When you reach the line in the data below that contains "M655,1397L659,1414L640,1417L637,1400Z", please start repeating lines exactly, and stop after the line that contains "M535,1499H545V1515H535Z", repeating nothing else.

> **MATERIAL PROVIDED**

━━━━━━━━━━━━━━━━

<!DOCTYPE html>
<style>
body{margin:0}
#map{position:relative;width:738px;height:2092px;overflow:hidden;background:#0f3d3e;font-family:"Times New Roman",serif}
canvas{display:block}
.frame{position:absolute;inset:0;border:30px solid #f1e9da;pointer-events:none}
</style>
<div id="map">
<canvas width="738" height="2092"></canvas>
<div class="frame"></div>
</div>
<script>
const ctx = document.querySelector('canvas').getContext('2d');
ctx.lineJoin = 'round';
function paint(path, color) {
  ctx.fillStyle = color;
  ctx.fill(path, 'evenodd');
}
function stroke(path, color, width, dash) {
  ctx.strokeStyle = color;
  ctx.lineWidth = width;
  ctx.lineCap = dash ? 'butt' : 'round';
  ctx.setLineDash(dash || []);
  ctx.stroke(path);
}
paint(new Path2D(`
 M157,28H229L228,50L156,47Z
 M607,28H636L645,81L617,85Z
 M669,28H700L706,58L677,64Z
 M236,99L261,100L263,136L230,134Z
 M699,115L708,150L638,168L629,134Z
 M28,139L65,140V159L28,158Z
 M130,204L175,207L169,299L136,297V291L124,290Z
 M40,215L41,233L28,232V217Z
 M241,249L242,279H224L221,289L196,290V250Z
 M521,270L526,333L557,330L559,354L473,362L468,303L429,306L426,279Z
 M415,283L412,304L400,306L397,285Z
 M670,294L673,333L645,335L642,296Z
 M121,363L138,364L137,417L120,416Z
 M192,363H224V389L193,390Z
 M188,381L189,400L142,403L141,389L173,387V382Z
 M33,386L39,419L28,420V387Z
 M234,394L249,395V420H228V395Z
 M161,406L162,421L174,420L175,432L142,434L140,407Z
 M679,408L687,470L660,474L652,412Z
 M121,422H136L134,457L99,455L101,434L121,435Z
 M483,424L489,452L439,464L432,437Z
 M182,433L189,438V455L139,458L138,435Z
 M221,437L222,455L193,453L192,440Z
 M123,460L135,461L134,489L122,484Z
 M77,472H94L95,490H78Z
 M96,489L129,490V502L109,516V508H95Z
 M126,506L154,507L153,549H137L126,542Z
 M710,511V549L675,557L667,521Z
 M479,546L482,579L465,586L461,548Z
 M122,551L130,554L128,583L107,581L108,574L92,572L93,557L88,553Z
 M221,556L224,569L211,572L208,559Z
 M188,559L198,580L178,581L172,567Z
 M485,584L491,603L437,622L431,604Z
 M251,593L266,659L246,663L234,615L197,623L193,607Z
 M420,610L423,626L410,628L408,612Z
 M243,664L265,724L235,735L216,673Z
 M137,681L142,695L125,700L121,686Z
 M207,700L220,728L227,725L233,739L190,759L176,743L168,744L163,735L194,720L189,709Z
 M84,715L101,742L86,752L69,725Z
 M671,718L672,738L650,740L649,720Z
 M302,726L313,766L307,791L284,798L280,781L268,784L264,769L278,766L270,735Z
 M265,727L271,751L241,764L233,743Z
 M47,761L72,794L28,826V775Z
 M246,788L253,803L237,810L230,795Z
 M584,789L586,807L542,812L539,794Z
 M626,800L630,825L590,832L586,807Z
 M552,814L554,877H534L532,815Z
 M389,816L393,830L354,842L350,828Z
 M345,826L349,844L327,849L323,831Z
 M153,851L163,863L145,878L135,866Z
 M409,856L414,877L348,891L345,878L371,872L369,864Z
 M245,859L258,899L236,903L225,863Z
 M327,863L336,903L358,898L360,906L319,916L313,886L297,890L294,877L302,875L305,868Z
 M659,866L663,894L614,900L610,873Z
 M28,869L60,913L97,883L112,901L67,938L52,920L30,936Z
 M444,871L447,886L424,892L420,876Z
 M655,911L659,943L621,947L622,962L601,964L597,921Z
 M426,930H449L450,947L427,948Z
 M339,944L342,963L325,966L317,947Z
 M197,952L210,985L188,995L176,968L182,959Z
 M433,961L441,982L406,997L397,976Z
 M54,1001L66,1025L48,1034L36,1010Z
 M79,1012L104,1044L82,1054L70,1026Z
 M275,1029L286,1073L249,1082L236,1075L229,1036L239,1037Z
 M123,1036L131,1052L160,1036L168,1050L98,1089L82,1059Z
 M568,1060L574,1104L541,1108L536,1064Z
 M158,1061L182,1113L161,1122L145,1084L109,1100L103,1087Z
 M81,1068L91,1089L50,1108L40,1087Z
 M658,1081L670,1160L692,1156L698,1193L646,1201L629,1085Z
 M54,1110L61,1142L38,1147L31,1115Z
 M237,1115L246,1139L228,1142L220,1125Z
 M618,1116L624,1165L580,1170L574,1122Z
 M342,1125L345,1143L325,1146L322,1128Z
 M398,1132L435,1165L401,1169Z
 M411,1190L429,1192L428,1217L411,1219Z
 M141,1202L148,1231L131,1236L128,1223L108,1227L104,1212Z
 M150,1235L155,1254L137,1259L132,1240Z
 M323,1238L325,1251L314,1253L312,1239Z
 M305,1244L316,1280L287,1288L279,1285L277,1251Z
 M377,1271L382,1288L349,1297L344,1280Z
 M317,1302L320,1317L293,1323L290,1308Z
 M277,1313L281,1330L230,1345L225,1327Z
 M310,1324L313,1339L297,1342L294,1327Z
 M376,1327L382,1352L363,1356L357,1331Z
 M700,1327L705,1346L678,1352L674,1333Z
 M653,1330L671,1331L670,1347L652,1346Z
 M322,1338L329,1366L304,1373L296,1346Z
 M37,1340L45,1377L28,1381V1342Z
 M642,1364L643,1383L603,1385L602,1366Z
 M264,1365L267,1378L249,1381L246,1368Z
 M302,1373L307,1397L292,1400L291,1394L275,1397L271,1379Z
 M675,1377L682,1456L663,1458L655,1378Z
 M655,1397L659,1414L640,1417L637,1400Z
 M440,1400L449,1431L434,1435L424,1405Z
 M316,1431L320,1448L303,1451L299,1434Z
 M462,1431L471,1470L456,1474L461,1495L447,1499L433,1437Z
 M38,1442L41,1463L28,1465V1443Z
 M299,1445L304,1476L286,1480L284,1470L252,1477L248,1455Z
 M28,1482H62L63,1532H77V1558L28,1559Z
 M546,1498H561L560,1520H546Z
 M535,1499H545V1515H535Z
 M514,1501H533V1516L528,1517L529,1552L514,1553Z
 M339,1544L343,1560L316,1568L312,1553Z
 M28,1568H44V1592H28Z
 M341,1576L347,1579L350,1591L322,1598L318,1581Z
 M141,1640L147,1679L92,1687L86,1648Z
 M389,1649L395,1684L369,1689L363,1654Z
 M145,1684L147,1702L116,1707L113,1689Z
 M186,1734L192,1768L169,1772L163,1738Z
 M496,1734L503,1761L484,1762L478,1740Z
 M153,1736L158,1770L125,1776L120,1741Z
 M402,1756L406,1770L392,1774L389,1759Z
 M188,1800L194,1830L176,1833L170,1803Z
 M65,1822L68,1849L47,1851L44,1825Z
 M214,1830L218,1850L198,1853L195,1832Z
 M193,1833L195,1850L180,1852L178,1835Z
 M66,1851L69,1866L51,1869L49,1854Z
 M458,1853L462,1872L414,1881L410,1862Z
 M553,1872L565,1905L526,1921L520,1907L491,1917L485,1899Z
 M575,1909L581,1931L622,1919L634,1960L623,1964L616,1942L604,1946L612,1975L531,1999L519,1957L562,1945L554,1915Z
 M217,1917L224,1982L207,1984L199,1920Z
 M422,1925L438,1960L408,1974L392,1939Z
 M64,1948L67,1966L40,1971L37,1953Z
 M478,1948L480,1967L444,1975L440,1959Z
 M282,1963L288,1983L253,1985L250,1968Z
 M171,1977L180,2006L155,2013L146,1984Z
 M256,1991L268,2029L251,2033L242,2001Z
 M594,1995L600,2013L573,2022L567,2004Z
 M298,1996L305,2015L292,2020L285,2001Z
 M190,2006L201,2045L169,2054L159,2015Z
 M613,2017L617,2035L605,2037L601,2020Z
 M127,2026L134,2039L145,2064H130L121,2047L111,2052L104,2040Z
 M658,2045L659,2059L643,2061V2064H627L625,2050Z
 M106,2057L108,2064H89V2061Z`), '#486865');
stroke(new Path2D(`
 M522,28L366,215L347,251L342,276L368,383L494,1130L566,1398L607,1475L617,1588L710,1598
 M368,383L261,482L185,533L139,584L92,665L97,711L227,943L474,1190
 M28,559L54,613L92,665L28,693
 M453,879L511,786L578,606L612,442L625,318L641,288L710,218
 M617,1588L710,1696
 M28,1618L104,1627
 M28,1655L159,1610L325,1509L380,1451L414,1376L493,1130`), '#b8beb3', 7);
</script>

━━━━━━━━━━━━━━━━

> **RESPONSE TO THIS EXERCISE**
 M655,1397L659,1414L640,1417L637,1400Z
 M440,1400L449,1431L434,1435L424,1405Z
 M316,1431L320,1448L303,1451L299,1434Z
 M462,1431L471,1470L456,1474L461,1495L447,1499L433,1437Z
 M38,1442L41,1463L28,1465V1443Z
 M299,1445L304,1476L286,1480L284,1470L252,1477L248,1455Z
 M28,1482H62L63,1532H77V1558L28,1559Z
 M546,1498H561L560,1520H546Z
 M535,1499H545V1515H535Z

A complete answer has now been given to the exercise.